#### TASK TO COMPLETE:
The records under this task must be duplicated exactly.

=== GIVEN INFORMATION ===

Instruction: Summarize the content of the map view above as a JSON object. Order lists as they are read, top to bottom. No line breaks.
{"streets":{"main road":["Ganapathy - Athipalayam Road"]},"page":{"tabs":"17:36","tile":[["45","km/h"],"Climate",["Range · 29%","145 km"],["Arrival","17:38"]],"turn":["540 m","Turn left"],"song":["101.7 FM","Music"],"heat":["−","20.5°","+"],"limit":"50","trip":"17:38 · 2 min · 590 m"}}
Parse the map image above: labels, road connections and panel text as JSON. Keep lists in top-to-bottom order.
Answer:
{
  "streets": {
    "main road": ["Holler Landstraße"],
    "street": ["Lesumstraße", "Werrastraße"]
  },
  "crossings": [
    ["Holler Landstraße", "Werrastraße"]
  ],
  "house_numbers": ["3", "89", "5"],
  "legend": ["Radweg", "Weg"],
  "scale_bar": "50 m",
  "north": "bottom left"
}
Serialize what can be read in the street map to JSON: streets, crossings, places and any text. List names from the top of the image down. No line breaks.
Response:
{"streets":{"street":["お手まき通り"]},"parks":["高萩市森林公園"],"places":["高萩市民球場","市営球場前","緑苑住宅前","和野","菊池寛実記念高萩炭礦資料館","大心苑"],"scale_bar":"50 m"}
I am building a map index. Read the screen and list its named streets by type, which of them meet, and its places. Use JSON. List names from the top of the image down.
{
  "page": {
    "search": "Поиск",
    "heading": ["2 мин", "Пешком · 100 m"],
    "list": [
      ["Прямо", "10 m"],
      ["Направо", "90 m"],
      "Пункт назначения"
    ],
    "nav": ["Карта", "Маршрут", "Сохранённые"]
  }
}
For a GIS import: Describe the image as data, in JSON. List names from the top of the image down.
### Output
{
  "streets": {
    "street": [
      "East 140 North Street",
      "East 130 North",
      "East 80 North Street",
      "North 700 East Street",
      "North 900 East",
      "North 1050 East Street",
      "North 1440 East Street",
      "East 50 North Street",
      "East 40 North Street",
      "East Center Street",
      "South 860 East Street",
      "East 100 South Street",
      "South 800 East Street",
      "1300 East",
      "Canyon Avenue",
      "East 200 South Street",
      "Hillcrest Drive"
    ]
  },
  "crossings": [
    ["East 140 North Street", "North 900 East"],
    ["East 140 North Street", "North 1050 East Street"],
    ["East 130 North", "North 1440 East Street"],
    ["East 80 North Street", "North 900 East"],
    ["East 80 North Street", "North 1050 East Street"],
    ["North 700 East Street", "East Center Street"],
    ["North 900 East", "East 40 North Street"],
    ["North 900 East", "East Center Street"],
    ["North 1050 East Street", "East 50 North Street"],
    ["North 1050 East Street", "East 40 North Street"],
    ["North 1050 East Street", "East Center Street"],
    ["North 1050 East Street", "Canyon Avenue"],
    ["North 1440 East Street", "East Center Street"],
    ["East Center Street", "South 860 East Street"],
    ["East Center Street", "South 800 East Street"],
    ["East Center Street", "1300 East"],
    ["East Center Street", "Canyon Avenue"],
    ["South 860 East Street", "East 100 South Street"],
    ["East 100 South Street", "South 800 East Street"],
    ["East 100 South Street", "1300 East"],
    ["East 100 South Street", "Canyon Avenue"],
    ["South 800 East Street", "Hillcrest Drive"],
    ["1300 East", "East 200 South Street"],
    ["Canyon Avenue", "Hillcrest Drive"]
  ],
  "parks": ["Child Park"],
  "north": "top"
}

===

#### TASK RESULT:
Instruction: Summarize the content of the map view above as a JSON object. Order lists as they are read, top to bottom. No line breaks.
{"streets":{"main road":["Ganapathy - Athipalayam Road"]},"page":{"tabs":"17:36","tile":[["45","km/h"],"Climate",["Range · 29%","145 km"],["Arrival","17:38"]],"turn":["540 m","Turn left"],"song":["101.7 FM","Music"],"heat":["−","20.5°","+"],"limit":"50","trip":"17:38 · 2 min · 590 m"}}
Parse the map image above: labels, road connections and panel text as JSON. Keep lists in top-to-bottom order.
Answer:
{
  "streets": {
    "main road": ["Holler Landstraße"],
    "street": ["Lesumstraße", "Werrastraße"]
  },
  "crossings": [
    ["Holler Landstraße", "Werrastraße"]
  ],
  "house_numbers": ["3", "89", "5"],
  "legend": ["Radweg", "Weg"],
  "scale_bar": "50 m",
  "north": "bottom left"
}
Serialize what can be read in the street map to JSON: streets, crossings, places and any text. List names from the top of the image down. No line breaks.
Response:
{"streets":{"street":["お手まき通り"]},"parks":["高萩市森林公園"],"places":["高萩市民球場","市営球場前","緑苑住宅前","和野","菊池寛実記念高萩炭礦資料館","大心苑"],"scale_bar":"50 m"}
I am building a map index. Read the screen and list its named streets by type, which of them meet, and its places. Use JSON. List names from the top of the image down.
{
  "page": {
    "search": "Поиск",
    "heading": ["2 мин", "Пешком · 100 m"],
    "list": [
      ["Прямо", "10 m"],
      ["Направо", "90 m"],
      "Пункт назначения"
    ],
    "nav": ["Карта", "Маршрут", "Сохранённые"]
  }
}
For a GIS import: Describe the image as data, in JSON. List names from the top of the image down.
### Output
{
  "streets": {
    "street": [
      "East 140 North Street",
      "East 130 North",
      "East 80 North Street",
      "North 700 East Street",
      "North 900 East",
      "North 1050 East Street",
      "North 1440 East Street",
      "East 50 North Street",
      "East 40 North Street",
      "East Center Street",
      "South 860 East Street",
      "East 100 South Street",
      "South 800 East Street",
      "1300 East",
      "Canyon Avenue",
      "East 200 South Street",
      "Hillcrest Drive"
    ]
  },
  "crossings": [
    ["East 140 North Street", "North 900 East"],
    ["East 140 North Street", "North 1050 East Street"],
    ["East 130 North", "North 1440 East Street"],
    ["East 80 North Street", "North 900 East"],
    ["East 80 North Street", "North 1050 East Street"],
    ["North 700 East Street", "East Center Street"],
    ["North 900 East", "East 40 North Street"],
    ["North 900 East", "East Center Street"],
    ["North 1050 East Street", "East 50 North Street"],
    ["North 1050 East Street", "East 40 North Street"],
    ["North 1050 East Street", "East Center Street"],
    ["North 1050 East Street", "Canyon Avenue"],
    ["North 1440 East Street", "East Center Street"],
    ["East Center Street", "South 860 East Street"],
    ["East Center Street", "South 800 East Street"],
    ["East Center Street", "1300 East"],
    ["East Center Street", "Canyon Avenue"],
    ["South 860 East Street", "East 100 South Street"],
    ["East 100 South Street", "South 800 East Street"],
    ["East 100 South Street", "1300 East"],
    ["East 100 South Street", "Canyon Avenue"],
    ["South 800 East Street", "Hillcrest Drive"],
    ["1300 East", "East 200 South Street"],
    ["Canyon Avenue", "Hillcrest Drive"]
  ],
  "parks": ["Child Park"],
  "north": "top"
}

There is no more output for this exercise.